START LISTED ENTRIES

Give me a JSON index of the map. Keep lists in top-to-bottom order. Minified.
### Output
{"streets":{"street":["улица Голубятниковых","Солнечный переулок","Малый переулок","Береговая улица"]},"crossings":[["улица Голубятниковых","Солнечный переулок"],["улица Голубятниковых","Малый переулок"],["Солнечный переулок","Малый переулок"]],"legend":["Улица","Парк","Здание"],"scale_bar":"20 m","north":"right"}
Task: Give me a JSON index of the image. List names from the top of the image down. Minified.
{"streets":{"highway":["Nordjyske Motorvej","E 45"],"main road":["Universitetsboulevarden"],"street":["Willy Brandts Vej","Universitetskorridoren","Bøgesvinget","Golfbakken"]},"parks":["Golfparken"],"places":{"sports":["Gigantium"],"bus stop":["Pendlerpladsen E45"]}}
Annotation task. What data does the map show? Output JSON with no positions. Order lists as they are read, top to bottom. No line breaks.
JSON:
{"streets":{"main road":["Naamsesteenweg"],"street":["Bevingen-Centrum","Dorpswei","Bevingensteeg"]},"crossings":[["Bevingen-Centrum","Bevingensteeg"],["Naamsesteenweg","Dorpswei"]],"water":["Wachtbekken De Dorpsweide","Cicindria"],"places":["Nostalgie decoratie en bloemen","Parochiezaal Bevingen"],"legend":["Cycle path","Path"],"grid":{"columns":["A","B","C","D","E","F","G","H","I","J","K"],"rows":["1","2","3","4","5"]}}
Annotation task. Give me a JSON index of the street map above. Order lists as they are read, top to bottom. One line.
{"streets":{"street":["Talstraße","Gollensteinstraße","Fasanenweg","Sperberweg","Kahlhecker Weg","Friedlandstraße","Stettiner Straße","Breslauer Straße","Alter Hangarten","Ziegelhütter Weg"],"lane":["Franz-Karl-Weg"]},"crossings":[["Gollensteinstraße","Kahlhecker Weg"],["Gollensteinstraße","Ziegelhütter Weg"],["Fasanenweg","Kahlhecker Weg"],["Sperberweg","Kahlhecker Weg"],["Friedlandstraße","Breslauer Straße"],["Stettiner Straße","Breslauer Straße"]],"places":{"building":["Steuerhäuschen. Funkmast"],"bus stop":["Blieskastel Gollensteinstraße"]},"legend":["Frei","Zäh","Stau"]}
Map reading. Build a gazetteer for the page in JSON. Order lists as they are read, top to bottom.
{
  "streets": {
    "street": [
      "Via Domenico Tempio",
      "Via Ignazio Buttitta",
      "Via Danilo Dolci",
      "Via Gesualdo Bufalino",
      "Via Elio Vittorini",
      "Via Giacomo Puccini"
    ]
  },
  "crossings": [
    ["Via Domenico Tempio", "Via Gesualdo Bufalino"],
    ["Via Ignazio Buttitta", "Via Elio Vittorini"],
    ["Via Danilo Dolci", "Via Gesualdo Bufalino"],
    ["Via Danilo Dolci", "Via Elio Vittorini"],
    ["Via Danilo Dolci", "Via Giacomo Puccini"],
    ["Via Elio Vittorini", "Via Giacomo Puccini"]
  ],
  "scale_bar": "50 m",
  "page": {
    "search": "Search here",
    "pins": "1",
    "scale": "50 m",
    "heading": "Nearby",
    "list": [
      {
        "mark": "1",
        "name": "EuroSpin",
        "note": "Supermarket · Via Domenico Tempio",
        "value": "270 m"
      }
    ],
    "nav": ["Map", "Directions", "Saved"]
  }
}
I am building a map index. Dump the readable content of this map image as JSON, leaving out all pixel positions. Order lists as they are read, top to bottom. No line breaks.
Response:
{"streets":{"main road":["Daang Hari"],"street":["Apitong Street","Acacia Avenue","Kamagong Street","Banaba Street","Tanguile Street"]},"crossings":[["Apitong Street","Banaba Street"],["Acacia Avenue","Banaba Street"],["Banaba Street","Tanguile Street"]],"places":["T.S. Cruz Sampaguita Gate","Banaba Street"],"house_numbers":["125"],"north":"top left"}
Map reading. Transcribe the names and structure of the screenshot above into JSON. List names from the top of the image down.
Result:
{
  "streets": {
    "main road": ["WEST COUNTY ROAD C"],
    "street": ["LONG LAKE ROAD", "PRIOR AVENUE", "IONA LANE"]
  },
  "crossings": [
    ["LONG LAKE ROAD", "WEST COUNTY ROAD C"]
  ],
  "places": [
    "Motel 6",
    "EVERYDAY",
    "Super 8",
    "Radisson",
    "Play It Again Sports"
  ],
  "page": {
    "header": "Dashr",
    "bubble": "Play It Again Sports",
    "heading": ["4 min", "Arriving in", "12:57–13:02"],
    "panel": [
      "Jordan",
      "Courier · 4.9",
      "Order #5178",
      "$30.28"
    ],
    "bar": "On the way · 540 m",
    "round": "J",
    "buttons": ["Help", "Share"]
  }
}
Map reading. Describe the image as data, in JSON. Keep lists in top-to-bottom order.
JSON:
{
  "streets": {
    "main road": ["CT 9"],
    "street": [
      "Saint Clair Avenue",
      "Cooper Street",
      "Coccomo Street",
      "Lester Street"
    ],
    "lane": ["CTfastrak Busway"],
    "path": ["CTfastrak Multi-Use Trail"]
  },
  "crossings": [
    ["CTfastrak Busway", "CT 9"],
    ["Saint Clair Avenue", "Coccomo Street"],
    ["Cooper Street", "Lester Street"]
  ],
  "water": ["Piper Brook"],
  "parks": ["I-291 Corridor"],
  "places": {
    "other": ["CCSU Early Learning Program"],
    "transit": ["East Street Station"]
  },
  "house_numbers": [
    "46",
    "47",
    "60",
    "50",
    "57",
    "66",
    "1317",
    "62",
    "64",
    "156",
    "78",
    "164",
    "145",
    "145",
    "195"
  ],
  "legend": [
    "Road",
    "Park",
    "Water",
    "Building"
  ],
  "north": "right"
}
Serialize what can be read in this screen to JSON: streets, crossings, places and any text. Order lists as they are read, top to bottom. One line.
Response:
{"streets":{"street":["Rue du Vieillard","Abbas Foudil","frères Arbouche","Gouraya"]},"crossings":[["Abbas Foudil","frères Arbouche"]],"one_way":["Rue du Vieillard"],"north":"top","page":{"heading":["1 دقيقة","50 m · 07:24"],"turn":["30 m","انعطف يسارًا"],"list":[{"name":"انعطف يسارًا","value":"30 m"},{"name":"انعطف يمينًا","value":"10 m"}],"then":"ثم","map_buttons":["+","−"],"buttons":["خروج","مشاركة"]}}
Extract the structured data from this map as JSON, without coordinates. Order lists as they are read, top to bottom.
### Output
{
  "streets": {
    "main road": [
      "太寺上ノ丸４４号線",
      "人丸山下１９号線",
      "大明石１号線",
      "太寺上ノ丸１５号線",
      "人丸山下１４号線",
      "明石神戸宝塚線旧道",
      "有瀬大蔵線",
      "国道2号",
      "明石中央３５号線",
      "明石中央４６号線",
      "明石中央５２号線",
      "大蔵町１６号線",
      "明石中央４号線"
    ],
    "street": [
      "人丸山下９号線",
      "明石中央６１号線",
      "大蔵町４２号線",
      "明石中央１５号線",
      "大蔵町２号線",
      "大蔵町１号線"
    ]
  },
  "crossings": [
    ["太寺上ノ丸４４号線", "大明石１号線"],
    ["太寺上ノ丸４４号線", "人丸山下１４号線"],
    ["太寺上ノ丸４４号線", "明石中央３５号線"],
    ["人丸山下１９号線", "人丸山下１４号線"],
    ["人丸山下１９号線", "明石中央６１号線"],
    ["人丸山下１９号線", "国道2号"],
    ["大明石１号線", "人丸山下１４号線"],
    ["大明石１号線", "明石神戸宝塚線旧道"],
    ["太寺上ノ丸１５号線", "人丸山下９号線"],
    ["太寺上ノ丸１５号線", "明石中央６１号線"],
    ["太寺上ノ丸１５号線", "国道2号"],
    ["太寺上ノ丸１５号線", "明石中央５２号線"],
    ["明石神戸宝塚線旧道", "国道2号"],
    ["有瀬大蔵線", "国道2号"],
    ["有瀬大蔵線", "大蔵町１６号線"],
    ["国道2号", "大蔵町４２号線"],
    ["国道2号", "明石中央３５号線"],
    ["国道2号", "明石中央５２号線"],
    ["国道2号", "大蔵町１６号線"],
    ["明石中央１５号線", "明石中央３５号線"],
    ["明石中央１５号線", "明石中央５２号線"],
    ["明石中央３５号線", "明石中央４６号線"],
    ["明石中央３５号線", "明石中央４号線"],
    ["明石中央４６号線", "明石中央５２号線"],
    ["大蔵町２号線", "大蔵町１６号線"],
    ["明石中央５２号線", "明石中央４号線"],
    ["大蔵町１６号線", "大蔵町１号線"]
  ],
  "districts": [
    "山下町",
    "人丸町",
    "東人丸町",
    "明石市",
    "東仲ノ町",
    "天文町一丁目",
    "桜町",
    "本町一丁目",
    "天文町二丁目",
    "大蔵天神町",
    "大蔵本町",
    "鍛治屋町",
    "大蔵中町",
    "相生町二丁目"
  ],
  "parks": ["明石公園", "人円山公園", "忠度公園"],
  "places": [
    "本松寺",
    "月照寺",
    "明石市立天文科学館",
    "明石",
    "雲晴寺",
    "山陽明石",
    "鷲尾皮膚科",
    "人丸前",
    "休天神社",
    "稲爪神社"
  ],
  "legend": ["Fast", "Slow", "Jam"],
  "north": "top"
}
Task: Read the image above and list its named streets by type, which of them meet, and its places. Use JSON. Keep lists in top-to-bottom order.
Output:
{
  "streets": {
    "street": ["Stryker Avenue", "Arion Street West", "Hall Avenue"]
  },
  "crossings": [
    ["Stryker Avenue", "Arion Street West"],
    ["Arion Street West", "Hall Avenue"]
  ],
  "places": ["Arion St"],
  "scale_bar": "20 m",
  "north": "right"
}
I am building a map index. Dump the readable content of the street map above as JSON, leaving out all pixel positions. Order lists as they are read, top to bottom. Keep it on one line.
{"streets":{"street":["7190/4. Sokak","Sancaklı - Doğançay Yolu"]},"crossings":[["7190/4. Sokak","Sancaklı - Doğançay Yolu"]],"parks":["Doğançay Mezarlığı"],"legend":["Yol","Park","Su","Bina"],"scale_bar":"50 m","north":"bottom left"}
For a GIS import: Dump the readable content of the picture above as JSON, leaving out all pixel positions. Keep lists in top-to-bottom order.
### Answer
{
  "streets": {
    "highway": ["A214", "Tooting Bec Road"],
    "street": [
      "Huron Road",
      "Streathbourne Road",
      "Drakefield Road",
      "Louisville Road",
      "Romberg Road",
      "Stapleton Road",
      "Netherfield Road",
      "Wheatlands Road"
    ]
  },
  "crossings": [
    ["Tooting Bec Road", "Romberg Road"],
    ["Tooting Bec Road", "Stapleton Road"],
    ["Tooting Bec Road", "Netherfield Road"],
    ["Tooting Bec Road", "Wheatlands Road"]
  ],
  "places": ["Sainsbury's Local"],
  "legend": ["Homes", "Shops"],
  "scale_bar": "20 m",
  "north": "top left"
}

END LISTED ENTRIES

TASK TO COMPLETE ▸ Look for the word "breaks" in the data, then return every line that contains it.

EXPECTED ANSWER ▸
Annotation task. What data does the map show? Output JSON with no positions. Order lists as they are read, top to bottom. No line breaks.
I am building a map index. Dump the readable content of this map image as JSON, leaving out all pixel positions. Order lists as they are read, top to bottom. No line breaks.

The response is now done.